Synthetic fibers (PA, PAC, PES etc) which are not damaged by the treatment, can also be carbonized; the Carbonising treatment can also be applied on wool blends.
The principle of the process of treatment using a strong acid (mainly) Sulphuric acid to transform cellulose in to mechanically removable hydrocellulose. The best effects are obtained with good pre-washed and dried material. Some processes there fore recommend pre-washing or impregnating the fabric with perchloroethylene.
The classical Carbonising treatment of fabric usually involves the following operational steps:
Impregnated with Sulphuric acid ( 6-9 %of acid).
Squeezing, exhaustion or whizzing of the surplus acid solution (5% solution relative to fabric weight may remain).
baking at 60 to 90C to concentrate the acid
baking at 105 to 130C (Carbonizing).
Rumbling and rapping (mechanical treatments) to remove the carbonized particles.
Washing and neutralizing with dilute Ammonia Solution.
The use of wetting agents leads to thorough wetting of the greige goods and reduces impregnation time. To avoid damage of the wool, an excess of sodium carbonate may be added to the neutralizing liquor.
3. Scouring and Desizing:
The combined treatment of scouring and desizing removes lubricants that are also called lubricating oils, rag pulling or batching oils and in some cases this process also removes sizing agents from woolen yarns and fabrics.

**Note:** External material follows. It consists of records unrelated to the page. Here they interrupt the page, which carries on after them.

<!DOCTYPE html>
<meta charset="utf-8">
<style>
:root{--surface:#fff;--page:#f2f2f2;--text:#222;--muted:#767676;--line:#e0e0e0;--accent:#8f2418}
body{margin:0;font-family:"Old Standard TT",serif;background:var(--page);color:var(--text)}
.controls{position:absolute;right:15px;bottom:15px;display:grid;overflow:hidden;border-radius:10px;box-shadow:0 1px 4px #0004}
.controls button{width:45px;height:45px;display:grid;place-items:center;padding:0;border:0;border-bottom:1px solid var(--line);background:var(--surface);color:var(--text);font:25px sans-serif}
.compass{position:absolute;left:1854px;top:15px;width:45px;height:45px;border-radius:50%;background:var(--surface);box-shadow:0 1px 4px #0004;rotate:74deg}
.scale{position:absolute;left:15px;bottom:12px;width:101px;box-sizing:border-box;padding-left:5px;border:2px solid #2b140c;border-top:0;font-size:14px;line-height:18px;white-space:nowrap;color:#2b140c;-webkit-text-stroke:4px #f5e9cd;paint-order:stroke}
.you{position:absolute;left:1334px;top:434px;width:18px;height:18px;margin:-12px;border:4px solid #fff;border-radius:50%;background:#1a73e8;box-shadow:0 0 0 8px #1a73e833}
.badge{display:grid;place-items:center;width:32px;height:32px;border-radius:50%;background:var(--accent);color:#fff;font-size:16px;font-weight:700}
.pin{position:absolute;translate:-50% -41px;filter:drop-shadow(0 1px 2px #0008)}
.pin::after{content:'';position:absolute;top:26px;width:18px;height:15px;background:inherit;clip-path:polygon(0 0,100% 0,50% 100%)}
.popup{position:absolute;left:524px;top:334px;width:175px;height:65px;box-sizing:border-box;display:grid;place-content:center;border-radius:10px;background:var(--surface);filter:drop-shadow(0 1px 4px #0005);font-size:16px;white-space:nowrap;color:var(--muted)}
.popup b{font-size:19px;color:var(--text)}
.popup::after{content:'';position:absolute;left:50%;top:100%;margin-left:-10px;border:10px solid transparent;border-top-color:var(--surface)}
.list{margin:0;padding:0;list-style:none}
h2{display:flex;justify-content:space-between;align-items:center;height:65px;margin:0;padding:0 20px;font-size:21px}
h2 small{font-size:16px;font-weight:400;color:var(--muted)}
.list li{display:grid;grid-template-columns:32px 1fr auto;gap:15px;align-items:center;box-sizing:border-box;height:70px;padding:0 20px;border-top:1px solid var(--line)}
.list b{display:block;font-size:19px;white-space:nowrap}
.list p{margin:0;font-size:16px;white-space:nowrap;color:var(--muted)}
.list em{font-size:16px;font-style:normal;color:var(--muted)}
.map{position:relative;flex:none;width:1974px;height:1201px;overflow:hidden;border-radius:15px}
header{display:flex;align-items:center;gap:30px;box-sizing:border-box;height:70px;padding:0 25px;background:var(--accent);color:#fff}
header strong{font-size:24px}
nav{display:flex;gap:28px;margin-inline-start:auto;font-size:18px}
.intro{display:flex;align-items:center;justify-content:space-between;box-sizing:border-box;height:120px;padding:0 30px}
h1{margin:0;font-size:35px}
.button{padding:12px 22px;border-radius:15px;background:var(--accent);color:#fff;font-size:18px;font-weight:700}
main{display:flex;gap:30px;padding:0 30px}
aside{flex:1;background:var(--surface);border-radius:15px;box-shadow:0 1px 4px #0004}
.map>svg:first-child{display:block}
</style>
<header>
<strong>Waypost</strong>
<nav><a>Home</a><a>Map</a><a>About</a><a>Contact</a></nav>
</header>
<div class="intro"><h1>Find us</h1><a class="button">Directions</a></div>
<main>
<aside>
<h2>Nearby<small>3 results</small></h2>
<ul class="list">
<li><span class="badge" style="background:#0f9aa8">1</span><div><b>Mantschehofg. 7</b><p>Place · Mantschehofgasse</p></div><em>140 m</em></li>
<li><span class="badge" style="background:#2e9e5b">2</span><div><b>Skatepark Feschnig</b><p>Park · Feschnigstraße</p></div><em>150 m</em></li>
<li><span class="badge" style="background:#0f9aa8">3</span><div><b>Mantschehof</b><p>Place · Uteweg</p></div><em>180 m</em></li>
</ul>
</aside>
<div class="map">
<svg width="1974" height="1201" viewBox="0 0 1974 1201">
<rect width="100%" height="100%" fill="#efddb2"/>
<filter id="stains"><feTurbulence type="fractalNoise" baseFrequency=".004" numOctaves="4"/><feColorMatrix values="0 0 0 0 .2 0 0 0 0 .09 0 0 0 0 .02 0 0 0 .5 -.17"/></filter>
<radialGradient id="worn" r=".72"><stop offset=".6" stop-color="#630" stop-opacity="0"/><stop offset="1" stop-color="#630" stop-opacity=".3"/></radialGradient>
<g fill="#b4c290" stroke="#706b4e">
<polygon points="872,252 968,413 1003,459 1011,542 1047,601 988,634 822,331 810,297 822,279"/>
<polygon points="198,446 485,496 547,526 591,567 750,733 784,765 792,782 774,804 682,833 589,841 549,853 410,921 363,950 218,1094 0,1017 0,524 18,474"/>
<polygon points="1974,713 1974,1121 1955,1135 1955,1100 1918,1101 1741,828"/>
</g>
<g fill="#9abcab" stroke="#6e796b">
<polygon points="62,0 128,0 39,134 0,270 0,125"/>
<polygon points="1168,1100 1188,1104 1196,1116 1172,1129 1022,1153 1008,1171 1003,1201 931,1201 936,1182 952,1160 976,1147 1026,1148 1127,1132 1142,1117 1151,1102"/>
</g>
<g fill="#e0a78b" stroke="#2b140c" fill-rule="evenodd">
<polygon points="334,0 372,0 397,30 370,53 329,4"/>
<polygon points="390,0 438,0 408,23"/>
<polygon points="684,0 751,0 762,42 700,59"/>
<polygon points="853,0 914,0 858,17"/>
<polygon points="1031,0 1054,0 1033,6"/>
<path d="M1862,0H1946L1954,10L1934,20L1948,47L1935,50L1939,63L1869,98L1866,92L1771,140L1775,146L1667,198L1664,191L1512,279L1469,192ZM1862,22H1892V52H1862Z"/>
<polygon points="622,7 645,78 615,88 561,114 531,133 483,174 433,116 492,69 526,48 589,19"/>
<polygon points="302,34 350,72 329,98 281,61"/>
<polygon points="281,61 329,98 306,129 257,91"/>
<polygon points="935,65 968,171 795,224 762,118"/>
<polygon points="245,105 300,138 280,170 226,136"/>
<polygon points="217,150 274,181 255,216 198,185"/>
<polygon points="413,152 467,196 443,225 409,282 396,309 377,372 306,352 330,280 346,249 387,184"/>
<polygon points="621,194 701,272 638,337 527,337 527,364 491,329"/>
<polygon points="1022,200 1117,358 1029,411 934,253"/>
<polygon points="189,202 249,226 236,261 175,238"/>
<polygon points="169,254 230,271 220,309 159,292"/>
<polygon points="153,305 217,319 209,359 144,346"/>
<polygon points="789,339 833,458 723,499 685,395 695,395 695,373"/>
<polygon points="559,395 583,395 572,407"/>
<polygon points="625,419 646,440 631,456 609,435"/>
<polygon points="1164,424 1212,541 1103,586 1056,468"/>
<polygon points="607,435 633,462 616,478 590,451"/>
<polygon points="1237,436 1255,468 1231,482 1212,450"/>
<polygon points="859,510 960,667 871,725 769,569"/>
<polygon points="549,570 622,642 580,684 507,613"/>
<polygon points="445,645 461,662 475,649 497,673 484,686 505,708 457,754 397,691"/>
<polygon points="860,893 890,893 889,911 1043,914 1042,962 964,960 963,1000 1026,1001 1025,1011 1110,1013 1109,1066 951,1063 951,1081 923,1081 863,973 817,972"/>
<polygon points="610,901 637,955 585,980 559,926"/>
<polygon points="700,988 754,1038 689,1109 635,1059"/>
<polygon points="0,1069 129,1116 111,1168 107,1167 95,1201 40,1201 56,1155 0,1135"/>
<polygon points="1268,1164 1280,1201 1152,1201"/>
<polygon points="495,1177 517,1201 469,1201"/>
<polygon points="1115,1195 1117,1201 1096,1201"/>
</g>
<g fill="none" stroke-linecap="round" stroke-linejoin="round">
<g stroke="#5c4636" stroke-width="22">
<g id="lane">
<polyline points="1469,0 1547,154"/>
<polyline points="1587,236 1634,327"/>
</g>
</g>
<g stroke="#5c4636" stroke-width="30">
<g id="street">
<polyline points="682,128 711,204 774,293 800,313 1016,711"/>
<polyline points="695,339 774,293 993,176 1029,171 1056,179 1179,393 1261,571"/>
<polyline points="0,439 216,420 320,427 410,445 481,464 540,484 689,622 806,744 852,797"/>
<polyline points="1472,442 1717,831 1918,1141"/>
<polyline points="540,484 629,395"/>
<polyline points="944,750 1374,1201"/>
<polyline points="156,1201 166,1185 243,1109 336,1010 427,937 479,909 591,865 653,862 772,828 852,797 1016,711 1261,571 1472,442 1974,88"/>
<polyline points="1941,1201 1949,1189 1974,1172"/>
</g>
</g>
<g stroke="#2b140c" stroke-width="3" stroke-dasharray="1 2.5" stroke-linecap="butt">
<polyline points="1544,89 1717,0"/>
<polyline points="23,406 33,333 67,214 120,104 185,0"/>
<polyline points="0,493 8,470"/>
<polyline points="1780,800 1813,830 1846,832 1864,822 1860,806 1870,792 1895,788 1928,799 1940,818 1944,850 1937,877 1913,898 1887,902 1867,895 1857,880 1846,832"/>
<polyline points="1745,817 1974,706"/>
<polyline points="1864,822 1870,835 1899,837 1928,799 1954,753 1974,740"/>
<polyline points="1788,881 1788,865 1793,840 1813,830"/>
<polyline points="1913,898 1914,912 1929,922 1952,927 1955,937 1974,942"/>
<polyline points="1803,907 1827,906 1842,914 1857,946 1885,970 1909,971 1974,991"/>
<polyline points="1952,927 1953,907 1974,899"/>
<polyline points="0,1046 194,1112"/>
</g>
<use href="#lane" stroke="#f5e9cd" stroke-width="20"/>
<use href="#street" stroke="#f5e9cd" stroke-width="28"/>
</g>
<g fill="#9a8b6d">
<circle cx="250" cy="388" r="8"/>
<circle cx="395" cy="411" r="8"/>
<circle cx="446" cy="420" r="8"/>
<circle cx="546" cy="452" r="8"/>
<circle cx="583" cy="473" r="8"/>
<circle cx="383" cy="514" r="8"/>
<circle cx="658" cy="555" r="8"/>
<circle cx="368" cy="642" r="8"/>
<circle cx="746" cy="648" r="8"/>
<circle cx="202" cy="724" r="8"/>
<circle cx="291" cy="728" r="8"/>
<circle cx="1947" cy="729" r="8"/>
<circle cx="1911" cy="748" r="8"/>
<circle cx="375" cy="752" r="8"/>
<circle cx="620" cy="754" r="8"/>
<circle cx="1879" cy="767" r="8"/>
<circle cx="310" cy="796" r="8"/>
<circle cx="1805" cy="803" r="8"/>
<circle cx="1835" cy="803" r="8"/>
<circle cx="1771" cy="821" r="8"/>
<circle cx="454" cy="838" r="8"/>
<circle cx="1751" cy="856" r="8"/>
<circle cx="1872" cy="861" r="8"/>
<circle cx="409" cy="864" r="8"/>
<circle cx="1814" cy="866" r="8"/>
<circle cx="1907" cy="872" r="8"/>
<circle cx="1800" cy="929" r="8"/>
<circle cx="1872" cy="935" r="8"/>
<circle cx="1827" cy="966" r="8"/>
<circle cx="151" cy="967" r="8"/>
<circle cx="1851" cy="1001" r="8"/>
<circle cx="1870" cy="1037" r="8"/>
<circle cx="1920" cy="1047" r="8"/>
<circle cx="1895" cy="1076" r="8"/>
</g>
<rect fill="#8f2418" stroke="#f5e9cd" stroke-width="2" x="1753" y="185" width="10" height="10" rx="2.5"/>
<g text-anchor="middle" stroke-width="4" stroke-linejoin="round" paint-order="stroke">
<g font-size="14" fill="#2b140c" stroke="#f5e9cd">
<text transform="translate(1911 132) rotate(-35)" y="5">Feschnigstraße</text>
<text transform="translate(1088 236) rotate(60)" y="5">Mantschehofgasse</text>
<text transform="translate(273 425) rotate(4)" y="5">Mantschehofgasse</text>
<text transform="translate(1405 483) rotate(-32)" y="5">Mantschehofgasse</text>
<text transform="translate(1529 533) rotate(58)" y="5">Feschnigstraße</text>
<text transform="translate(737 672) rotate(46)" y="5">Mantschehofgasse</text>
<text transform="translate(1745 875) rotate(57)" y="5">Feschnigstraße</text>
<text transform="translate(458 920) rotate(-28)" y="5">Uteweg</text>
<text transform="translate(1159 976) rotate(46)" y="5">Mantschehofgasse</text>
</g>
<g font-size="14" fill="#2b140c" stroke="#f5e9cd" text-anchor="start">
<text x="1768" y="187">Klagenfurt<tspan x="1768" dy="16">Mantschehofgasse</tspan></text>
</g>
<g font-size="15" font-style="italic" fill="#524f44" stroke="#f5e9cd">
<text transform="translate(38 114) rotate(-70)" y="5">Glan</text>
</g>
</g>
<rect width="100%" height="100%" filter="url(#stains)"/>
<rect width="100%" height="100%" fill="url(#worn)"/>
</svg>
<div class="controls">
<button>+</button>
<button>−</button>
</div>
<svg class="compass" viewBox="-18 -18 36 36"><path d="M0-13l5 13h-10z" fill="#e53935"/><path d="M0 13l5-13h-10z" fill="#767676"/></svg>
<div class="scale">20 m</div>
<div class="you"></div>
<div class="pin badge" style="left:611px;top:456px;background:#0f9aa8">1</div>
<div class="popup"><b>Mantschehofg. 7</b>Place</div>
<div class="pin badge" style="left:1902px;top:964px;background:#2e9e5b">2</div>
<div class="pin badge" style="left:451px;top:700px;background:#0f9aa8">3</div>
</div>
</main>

Typical substances that must be removed by scouring wool can be classified as:- Soluble in water
Insoluble in water, but able to emulsify with detergents.
Insoluble in water and non/poorly emulsifying with detergents. These substances are only removed with organic solvent.
The washing will therefore occur with water or with organic solvent (dry cleaning)
Washing (Scouring) solution for wool:-
Water washing: Sodium carbonate or bi-carbonate solution (neutral or weakly alkaline conditions).
Dry Cleaning: Perchloroethylene (most widely used), water and detergent (optional).
Worsted (or combed) wool under goes short water washing (10 to 20 dipping) with strong non-ionic detergents. The treatment usually occurs under same machine used for subsequent dyeing. Colored worsted wool is first washed with an ammoniac solution to remove non-fixed dyes. The treatment is finished with a washing in a solution of formic acid and anti-electrostatics.
Woven or knitted fabrics are commonly washed not only to remove the lubricants but also to give the fabric a special luster or handle. Further more the fabric is relieved from the tensions of the proceeding knitting or weaving. Here too ammoniac solution may be used to pre-wash the fabric.